_COLLECTED DATA:_
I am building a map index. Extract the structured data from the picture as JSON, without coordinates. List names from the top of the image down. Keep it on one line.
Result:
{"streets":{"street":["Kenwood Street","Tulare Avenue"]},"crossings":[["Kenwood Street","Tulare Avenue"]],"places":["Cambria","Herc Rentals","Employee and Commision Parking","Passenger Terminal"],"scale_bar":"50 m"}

_HOW TO COMPLETE THIS TASK:_
Restate the full material word for word.

_FINAL ANSWER:_
I am building a map index. Extract the structured data from the picture as JSON, without coordinates. List names from the top of the image down. Keep it on one line.
Result:
{"streets":{"street":["Kenwood Street","Tulare Avenue"]},"crossings":[["Kenwood Street","Tulare Avenue"]],"places":["Cambria","Herc Rentals","Employee and Commision Parking","Passenger Terminal"],"scale_bar":"50 m"}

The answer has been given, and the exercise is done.